Try it: Leaving out each picture, transcribe the lines of the listing below exactly from the first through the line that contains "inset:0; background:#cbd8bc; transform-origin:0".
::: Data shown :::
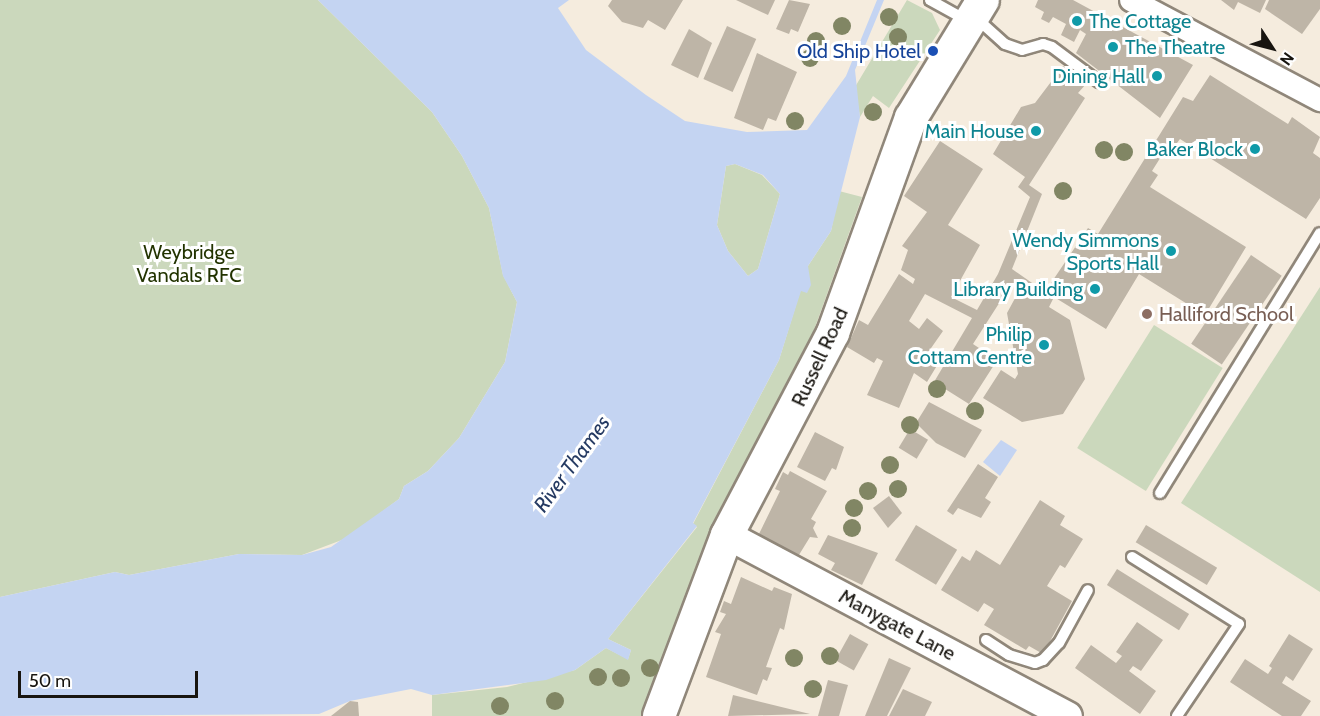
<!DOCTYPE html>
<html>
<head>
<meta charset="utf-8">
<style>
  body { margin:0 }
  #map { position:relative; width:1320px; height:716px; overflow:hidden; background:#f5ecde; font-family:Cabin,sans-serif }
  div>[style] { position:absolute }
  .green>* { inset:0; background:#cbd8bc; transform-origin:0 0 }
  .water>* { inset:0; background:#c4d4f2 }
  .building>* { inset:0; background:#beb5a7; transform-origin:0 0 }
  .roads { filter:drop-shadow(2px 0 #90877a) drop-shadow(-2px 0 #90877a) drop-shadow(0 2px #90877a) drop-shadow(0 -2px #90877a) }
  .service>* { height:10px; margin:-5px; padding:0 5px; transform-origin:5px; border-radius:5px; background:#fff }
  .minor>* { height:22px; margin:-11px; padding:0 11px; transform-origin:11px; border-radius:11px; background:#fff }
  .tertiary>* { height:28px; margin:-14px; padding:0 14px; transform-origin:14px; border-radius:14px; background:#fff }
  .secondary>* { height:32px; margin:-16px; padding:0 16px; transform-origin:16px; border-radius:16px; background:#fff }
  .trees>* { width:18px; height:18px; margin:-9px; border-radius:50%; background:#818664 }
  .dots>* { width:16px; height:16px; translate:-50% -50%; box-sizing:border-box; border:3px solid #fff; border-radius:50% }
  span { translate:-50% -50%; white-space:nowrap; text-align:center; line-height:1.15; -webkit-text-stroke:6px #fff; paint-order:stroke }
  .culture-label { font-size:20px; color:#0d838f }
  .left { translate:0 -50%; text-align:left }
  .right { translate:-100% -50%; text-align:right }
  .transit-label { font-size:20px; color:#164399 }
  .park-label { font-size:20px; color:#230 }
  .education-label { font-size:20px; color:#785e54 }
  .street-label { font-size:20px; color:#181510 }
  .water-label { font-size:21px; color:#253a62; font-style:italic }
  .north { position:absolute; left:1242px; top:18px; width:60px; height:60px; -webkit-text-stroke:4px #fff; paint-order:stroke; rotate:126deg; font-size:16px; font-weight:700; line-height:24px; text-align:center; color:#181510 }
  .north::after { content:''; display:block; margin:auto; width:21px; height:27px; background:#181510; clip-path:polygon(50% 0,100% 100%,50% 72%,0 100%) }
  .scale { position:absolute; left:18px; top:671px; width:180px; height:27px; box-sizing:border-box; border:3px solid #181510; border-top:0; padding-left:8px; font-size:18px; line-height:21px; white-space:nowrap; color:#181510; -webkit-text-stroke:4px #fff; paint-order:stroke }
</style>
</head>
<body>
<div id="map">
  <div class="green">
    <i style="clip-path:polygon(0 0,318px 0,432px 112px,462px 156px,489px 208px,503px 275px,517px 302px,505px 362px,459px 438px,428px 471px,404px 486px,399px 499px,347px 538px,302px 555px,239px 554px,129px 575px,115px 572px,0 597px)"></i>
    <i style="clip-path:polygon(907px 0,932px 13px,940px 30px,889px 108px,873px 96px,860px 117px,855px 87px)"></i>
    <i style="clip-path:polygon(735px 164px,762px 175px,780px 194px,758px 269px,748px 276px,728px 251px,717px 225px,726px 166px)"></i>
    <i style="clip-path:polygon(839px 191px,862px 197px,800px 369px,706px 545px,646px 716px,432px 716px,432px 695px,507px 687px,575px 670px,606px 648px,628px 659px,631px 650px,608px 639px,697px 527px,693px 524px,779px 360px,808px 266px,831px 231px)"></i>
    <i style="clip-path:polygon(1320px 287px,1320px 592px,1181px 503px)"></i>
    <i style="left:1154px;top:325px;width:81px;height:145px;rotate:32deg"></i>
  </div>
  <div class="water">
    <i style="clip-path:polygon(evenodd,318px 0,569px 0,558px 8px,586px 50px,646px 95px,685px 121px,747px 132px,807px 130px,846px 76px,877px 0,884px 0,855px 70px,860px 117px,831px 231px,808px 266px,811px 285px,807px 293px,801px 291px,779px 360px,693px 523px,697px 526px,608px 639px,631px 650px,628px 660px,606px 648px,575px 670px,546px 680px,432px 695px,411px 689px,350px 701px,319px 714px,0 716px,0 597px,115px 572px,129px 575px,239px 554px,302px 555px,331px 547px,399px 499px,404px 486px,428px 471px,459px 438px,505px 362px,517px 302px,503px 276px,489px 208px,462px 156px,432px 112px,318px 0,735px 164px,763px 175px,780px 194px,758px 269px,748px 276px,728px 251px,717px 225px,726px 166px,735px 164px)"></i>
    <i style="clip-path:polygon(1001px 440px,1017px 450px,1000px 476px,983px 462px)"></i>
  </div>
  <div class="building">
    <i style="clip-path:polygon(612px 0,683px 0,665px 30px,648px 20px,643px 28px,622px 22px,608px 6px)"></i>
    <i style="clip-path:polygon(736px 0,775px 0,768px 15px)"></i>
    <i style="clip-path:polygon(789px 0,810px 4px,798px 32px,791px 29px,789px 34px,776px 29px)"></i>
    <i style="clip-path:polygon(1038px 0,1073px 0,1193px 65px,1160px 118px,1076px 53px,1086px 34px,1080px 30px,1074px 42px,1061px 35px,1066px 24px,1053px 17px,1049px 23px,1041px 19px,1044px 12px,1035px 7px)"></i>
    <i style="clip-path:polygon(1221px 0,1266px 0,1260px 13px,1238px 2px,1234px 10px)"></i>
    <i style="clip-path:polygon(1269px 0,1320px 0,1320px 9px,1302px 34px,1265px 9px)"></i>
    <i style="left:727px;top:26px;width:32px;height:58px;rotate:24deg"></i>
    <i style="clip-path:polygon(689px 29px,712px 43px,698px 78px,671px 65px)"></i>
    <i style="clip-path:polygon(757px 53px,797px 72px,776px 121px,768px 118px,763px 130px,734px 118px)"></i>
    <i style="clip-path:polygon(1063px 66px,1086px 84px,1078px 93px,1085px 98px,1029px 185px,1042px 194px,1012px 269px,1045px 292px,1088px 228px,1098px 234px,1183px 97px,1193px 101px,1210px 75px,1288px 124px,1292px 117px,1320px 137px,1313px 153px,1320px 158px,1320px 198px,1306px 219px,1180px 139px,1174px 147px,1169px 144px,1152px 171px,1158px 175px,1150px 187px,1246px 247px,1205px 315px,1139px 274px,1106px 329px,1054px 297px,1049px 307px,1070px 320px,1085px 379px,1063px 414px,1022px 422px,983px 398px,1001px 370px,1015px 379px,1018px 374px,1007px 313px,1020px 289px,1012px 283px,973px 344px,991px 356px,988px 360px,994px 365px,969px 404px,934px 382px,972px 318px,925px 294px,909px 321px,919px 329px,927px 318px,943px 331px,929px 351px,941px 359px,927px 382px,914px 373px,899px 408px,867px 395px,883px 361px,877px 358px,874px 363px,847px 347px,859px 320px,868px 325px,899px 274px,913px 284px,915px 279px,901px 270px,908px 250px,902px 246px,927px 212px,904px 196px,940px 141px,983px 169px,948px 225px,980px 245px,951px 297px,977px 310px,998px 274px,1030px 197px,1018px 187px,1025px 177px,993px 154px,1021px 107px,1035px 103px)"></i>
    <i style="left:1251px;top:255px;width:37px;height:107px;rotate:34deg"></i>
    <i style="clip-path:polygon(929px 402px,982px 430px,965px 458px,936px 443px,916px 423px)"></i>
    <i style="left:910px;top:429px;width:21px;height:22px;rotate:31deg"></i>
    <i style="clip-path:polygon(815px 432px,844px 447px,836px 470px,832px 468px,825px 481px,797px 467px)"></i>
    <i style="clip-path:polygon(978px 464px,998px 477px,985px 498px,991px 502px,981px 518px,958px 508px,953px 515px,947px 511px)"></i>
    <i style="clip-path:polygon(790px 471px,827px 491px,811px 519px,816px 522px,813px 528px,818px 538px,810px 537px,794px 563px,755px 542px,780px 491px,775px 489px,783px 472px,788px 475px)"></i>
    <i style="clip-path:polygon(889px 496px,902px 513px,888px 528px,873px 508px)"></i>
    <i style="clip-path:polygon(1040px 500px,1065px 516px,1060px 525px,1083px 539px,1065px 568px,1060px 565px,1047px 586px,1072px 601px,1043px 654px,1029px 646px,1026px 650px,984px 625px,994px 609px,984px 603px,978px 612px,941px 590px,962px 556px,970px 561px,976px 550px,1000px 565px)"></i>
    <i style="left:916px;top:525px;width:48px;height:41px;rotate:31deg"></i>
    <i style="left:1146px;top:525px;width:83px;height:20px;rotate:31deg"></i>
    <i style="clip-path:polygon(828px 535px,878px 553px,862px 585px,831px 570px,835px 563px,818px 554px)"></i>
    <i style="left:1117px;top:569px;width:85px;height:19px;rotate:32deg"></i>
    <i style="clip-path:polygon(741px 577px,772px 591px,774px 587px,792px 594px,784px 630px,780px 628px,766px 667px,772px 668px,767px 681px,763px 679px,757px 695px,706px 677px,721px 634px,715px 632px,726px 614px,720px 612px,724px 601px,731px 604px)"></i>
    <i style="clip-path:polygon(1137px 622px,1163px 640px,1141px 671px,1133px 666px,1129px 671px,1156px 691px,1140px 714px,1075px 668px,1091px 645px,1116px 663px,1122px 656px,1116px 652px)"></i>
    <i style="left:850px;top:634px;width:21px;height:30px;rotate:29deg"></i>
    <i style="clip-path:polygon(1289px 634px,1313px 649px,1293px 681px,1286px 676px,1282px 683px,1311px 701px,1301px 716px,1282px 716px,1230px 682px,1245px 659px,1268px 674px,1272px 668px,1269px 666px)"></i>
    <i style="clip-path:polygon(889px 658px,911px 668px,887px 716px,865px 716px)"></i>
    <i style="clip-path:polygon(828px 680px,848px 685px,839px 716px,818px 716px)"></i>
    <i style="clip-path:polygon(903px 689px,932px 702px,925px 716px,889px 716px)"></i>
    <i style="clip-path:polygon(733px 695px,810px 714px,728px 716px)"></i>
    <i style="clip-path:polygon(350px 701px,358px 702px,359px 716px,331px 716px)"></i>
  </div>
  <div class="roads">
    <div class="service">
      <i style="left:930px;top:0;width:43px;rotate:28.9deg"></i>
      <i style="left:975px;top:17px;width:40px;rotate:42deg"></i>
      <i style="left:1005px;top:44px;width:18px;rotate:19deg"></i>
      <i style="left:1022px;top:50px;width:22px;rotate:-16deg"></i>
      <i style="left:1043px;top:44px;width:9px;rotate:18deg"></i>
      <i style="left:1052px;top:47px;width:59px;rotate:36.7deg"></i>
      <i style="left:1160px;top:493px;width:305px;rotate:-58.4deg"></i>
      <i style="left:1132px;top:557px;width:126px;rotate:32.1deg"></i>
      <i style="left:1239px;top:624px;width:111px;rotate:124deg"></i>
      <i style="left:986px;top:640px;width:27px;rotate:33deg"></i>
      <i style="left:1009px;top:655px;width:27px;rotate:17deg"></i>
      <i style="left:1035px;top:663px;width:9px;rotate:-21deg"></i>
      <i style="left:1043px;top:660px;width:23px;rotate:-47deg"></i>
      <i style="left:1059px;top:643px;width:60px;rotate:-61.3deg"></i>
    </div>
    <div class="minor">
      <i style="left:1131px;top:0;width:214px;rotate:27.9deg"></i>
    </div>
    <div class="tertiary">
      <i style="left:727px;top:535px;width:386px;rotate:28deg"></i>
    </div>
    <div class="secondary">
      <i style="left:659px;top:716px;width:193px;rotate:-69.4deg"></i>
      <i style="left:727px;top:535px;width:228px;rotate:-62.3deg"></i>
      <i style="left:833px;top:333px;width:229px;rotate:-70.1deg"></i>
      <i style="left:911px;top:118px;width:138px;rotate:-58.6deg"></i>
    </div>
  </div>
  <div class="trees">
    <i style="left:889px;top:17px"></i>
    <i style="left:842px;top:26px"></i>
    <i style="left:898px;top:37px"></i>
    <i style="left:816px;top:41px"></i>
    <i style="left:810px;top:58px"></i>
    <i style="left:873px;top:112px"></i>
    <i style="left:795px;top:121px"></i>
    <i style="left:1104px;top:150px"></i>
    <i style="left:1124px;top:152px"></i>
    <i style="left:1063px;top:191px"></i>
    <i style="left:937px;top:389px"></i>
    <i style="left:975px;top:411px"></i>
    <i style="left:910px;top:425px"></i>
    <i style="left:890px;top:465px"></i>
    <i style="left:898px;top:489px"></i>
    <i style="left:868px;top:491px"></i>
    <i style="left:854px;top:508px"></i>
    <i style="left:852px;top:528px"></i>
    <i style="left:830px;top:656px"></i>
    <i style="left:794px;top:658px"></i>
    <i style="left:650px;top:668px"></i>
    <i style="left:598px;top:677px"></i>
    <i style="left:621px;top:678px"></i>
    <i style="left:813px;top:689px"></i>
    <i style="left:555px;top:701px"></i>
    <i style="left:500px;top:706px"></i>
  </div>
  <div class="dots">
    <i style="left:1077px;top:21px;background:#0f9aa8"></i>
    <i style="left:1113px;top:47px;background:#0f9aa8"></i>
    <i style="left:933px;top:51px;background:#1a4fb4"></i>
    <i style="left:1157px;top:76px;background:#0f9aa8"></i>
    <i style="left:1036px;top:131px;background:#0f9aa8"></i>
    <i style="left:1255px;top:149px;background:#0f9aa8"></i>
    <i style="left:1171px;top:251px;background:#0f9aa8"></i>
    <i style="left:1095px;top:289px;background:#0f9aa8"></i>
    <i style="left:1147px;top:314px;background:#8d6e63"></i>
    <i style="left:1044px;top:345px;background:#0f9aa8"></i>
  </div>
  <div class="culture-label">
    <span class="left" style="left:1089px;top:21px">The Cottage</span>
    <span class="left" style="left:1125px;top:47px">The Theatre</span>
    <span class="right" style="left:1145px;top:76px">Dining Hall</span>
    <span class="right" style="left:1024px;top:131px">Main House</span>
    <span class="right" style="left:1243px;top:149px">Baker Block</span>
    <span class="right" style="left:1159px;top:252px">Wendy Simmons<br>Sports Hall</span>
    <span class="right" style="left:1083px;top:289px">Library Building</span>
    <span class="right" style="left:1032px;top:346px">Philip<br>Cottam Centre</span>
  </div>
  <div class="transit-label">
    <span class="right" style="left:921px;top:51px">Old Ship Hotel</span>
  </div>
  <div class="park-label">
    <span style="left:189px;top:264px">Weybridge<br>Vandals RFC</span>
  </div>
  <div class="education-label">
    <span class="left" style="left:1159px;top:314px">Halliford School</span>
  </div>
  <div class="street-label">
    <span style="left:820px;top:357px;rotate:-65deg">Russell Road</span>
    <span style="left:897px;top:625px;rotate:28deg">Manygate Lane</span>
  </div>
  <div class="water-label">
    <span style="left:572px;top:464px;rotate:-54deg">River Thames</span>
  </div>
  <div class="north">N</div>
  <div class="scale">50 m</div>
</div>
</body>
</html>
:::
Response below:
<!DOCTYPE html>
<html>
<head>
<meta charset="utf-8">
<style>
  body { margin:0 }
  #map { position:relative; width:1320px; height:716px; overflow:hidden; background:#f5ecde; font-family:Cabin,sans-serif }
  div>[style] { position:absolute }
  .green>* { inset:0; background:#cbd8bc; transform-origin:0 0 }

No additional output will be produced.